Dataset records:
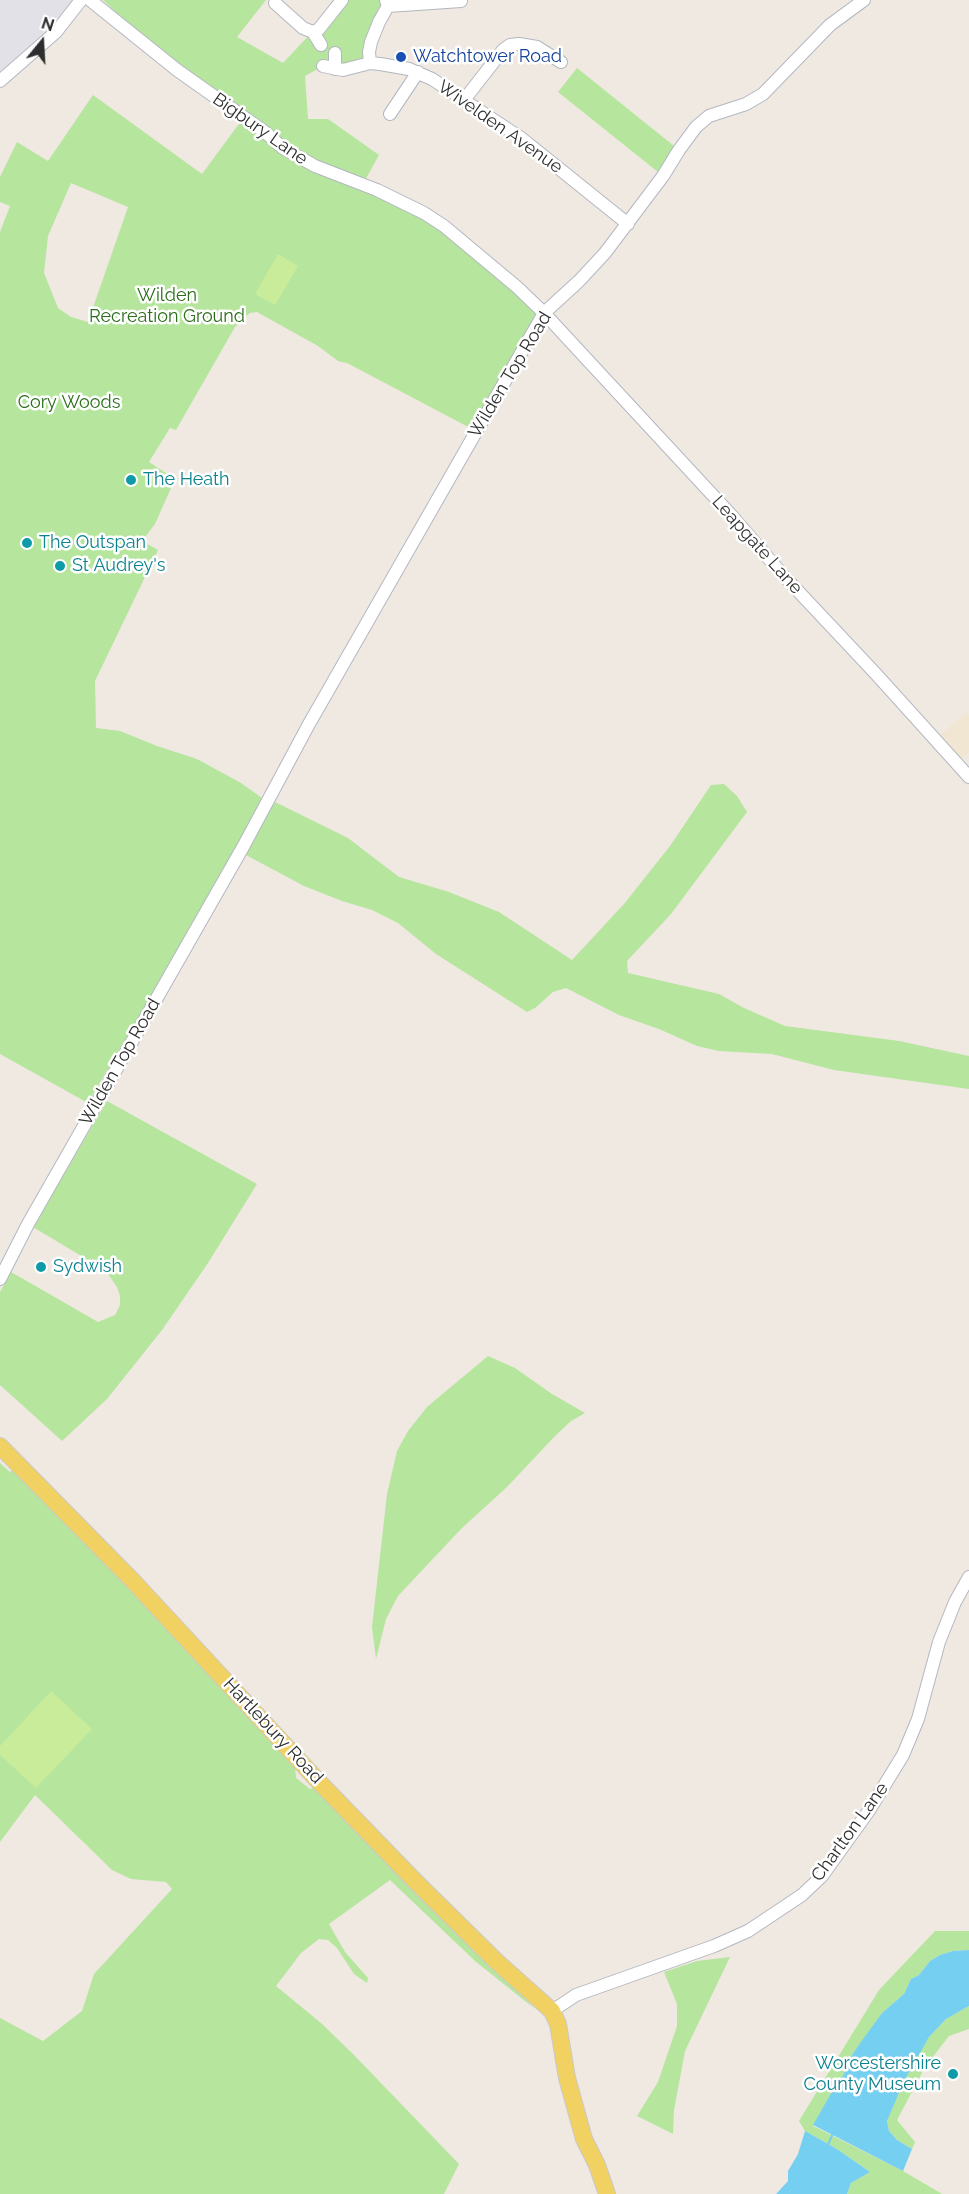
<!DOCTYPE html>
<html>
<head>
<meta charset="utf-8">
<style>
	body { margin:0 }
	#map { position:relative; width:969px; height:2194px; overflow:hidden; background:#efe9e1; font-family:Raleway,sans-serif }
	canvas { display:block }
	.north { position:absolute; left:12px; top:12px; width:60px; height:60px; -webkit-text-stroke:4px #fff; paint-order:stroke; rotate:18deg; font-size:16px; font-weight:700; line-height:24px; text-align:center; color:#2e2e2e }
	.north::after { content:''; display:block; margin:auto; width:21px; height:27px; background:#2e2e2e; clip-path:polygon(50% 0,100% 100%,50% 72%,0 100%) }
</style>
</head>
<body>
<div id="map">
<canvas width="969" height="2194"></canvas>
<div class="north">N</div>
</div>
<script>
const c = document.querySelector('canvas').getContext('2d');
c.lineJoin = 'round';
function fillPath(path, color) { c.fillStyle = color; c.fill(path, 'evenodd'); }
const shape = rows => new Path2D(rows.map(r => 'M' + r).join(''));
function trace(path, color, width, dash) { c.strokeStyle = color; c.lineWidth = width; c.lineCap = dash ? 'butt' : 'round'; c.setLineDash(dash || []); c.stroke(path); }
function write(font, color, halo, rows, align = 'center') {
  c.font = font + ' Raleway,sans-serif'; c.lineWidth = 5; c.setLineDash([]); c.textBaseline = 'middle'; c.strokeStyle = halo; c.fillStyle = color; for (const [text, x, y, turn = 0] of rows) {
    c.save(); c.translate(x, y); c.rotate((+turn || 0) * Math.PI / 180); c.textAlign = isNaN(turn) ? turn : align; if (halo) c.strokeText(text, 0, 0); c.fillText(text, 0, 0); c.restore();
  }
}
fillPath(shape([
	[0,0,81,0,0,81]
]), '#e3e1e8');
fillPath(shape([
	[966,712,969,716,969,752,961,759,940,736]
]), '#f0e6d1');
fillPath(shape([
	[103,0,266,0,237,37,283,63,342,0,386,0,370,63,323,66,305,76,308,119,328,119,379,155,363,184,413,207,544,313,474,430,347,363,338,361,318,346,257,312,250,313,242,319,235,327,176,430,170,428,149,462,175,479,155,524,142,541,158,550,95,681,96,728,120,731,157,746,197,759,241,783,262,798,237,845,234,854,88,1103,0,1054,0,232,10,206,0,202,0,177,17,142,48,161,93,95,202,174,244,117,133,28],
	[71,183,128,207,88,322,71,317,58,308,44,273,48,236],
	[577,68,679,150,663,176,558,92],
	[724,784,737,796,747,812,671,914,627,961,628,973,719,994,744,1008,785,1026,899,1041,969,1056,969,1089,834,1070,772,1054,719,1051,697,1046,659,1029,619,1015,566,988,553,992,535,1008,527,1012,436,954,398,923,372,910,342,901,304,886,244,854,273,801,348,838,399,877,449,892,499,912,572,960,624,904,670,846,711,785],
	[107,1101,257,1184,208,1263,162,1330,107,1399,62,1441,0,1385,0,1292,11,1272,98,1322,115,1315,120,1305,120,1296,117,1287,108,1274,88,1260,33,1227],
	[488,1356,515,1368,552,1394,585,1413,571,1421,554,1437,508,1486,461,1529,398,1596,386,1619,376,1659,372,1627,387,1494,397,1451,408,1431,427,1407],
	[0,1463,10,1472,13,1469,138,1595,295,1767,296,1778,310,1789,316,1787,535,2009,475,1961,390,1880,329,1924,345,1952,368,1978,367,1983,354,1974,337,1948,328,1940,319,1939,301,1953,276,1986,321,2023,353,2054,459,2164,444,2194,0,2194,0,2018,43,2041,82,2011,94,1974,172,1889,166,1882,131,1879,112,1870,35,1795,0,1842],
	[935,1931,969,1931,969,1950,953,1951,940,1955,930,1961,919,1975,911,1979,904,1994,882,2013,850,2058,843,2076,838,2081,813,2126,903,2171,942,2194,847,2194,851,2183,870,2172,837,2149,805,2131,799,2121,879,1990],
	[730,1957,685,2051,674,2110,673,2134,637,2116,658,2082,677,2026,677,2004,664,1972,697,1961],
	[969,2006,969,2029,949,2036,925,2067,897,2120,915,2142,912,2149,897,2140,889,2131,887,2121,892,2107,916,2056,929,2037,946,2019]
]), '#b6e59e');
fillPath(shape([
	[278,254,298,266,275,305,255,294],
	[51,1691,92,1729,36,1788,0,1755,0,1746]
]), '#c9ec9a');
fillPath(shape([
	[969,1950,969,2006,946,2019,929,2037,904,2081,887,2121,889,2131,897,2140,912,2149,903,2171,813,2125,838,2081,843,2076,850,2058,863,2039,882,2013,904,1994,911,1979,919,1975,930,1961,940,1955,953,1951],
	[805,2131,837,2149,870,2172,851,2183,847,2194,776,2194,788,2181,788,2171,798,2154]
]), '#75cff0');
trace(shape([
	[828,2145,833,2133]
]), '#75cff0', 2);
const minor = shape([
	[90,0,177,70,266,133,283,148,315,166,377,190,424,213,444,226,517,287,544,313,732,516,782,574,876,674,969,777],
	[275,3,303,28,313,32,319,29,342,0],
	[388,6,461,1],
	[313,32,321,45],
	[335,53,335,69],
	[370,63,369,52,371,42,379,22,388,6,386,0],
	[323,66,343,70,370,63,380,64,409,69,432,79,521,138,628,224],
	[0,81,56,32,81,0],
	[464,100,503,50,510,45,519,44,537,47,561,62],
	[390,114,418,72],
	[0,1279,28,1224,243,847,309,724,544,313,579,281,605,253,663,176,679,150,696,127,709,116,746,104,763,94,830,25,864,0],
	[552,2011,576,1995,714,1946,748,1931,802,1895,822,1876,868,1812,903,1755,918,1719,939,1642,955,1602,969,1577]
]);
const major = shape([
	[0,1446,132,1580,319,1782,415,1881,496,1961,552,2011,558,2024,567,2078,584,2139,597,2165,607,2194]
]);
trace(minor, '#b4b7c1', 14);
trace(major, '#c9c9c9', 18);
trace(minor, '#fff', 12);
trace(major, '#f2d163', 16);
for (const [x, y, r, color] of [
	[401,57,6,"#1a4fb4"],
	[131,480,6,"#0f9aa8"],
	[27,543,6,"#0f9aa8"],
	[60,566,6,"#0f9aa8"],
	[41,1267,6,"#0f9aa8"],
	[953,2074,6,"#0f9aa8"]
]) { const dot = new Path2D(); dot.arc(x, y, r, 0, 2 * Math.PI); c.fillStyle = color; c.fill(dot); trace(dot, '#fff', 2); }
write('18px', '#164399', '#fff', [
	["Watchtower Road",413,57]
], 'left');
write('18px', '#2e2e2e', '#fff', [
	["Wivelden Avenue",500,127,35],
	["Bigbury Lane",260,129,35],
	["Wilden Top Road",510,375,-59],
	["Leapgate Lane",757,545,48],
	["Wilden Top Road",120,1062,-60],
	["Hartlebury Road",273,1731,47],
	["Charlton Lane",850,1832,-54]
]);
write('18px', '#2c6e1b', '#fff', [
	["Wilden",167,296],
	["Recreation Ground",167,317],
	["Cory Woods",69,403]
]);
write('18px', '#0d838f', '#fff', [
	["The Heath",143,480],
	["The Outspan",39,543],
	["St Audrey's",72,566],
	["Sydwish",53,1267],
	["Worcestershire",941,2064,"right"],
	["County Museum",941,2085,"right"]
], 'left');
</script>
</body>
</html>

**Task directions:** Search the data for the string "write" and copy every line where it appears.

**Response to this exercise:**
function write(font, color, halo, rows, align = 'center') {
write('18px', '#164399', '#fff', [
write('18px', '#2e2e2e', '#fff', [
write('18px', '#2c6e1b', '#fff', [
write('18px', '#0d838f', '#fff', [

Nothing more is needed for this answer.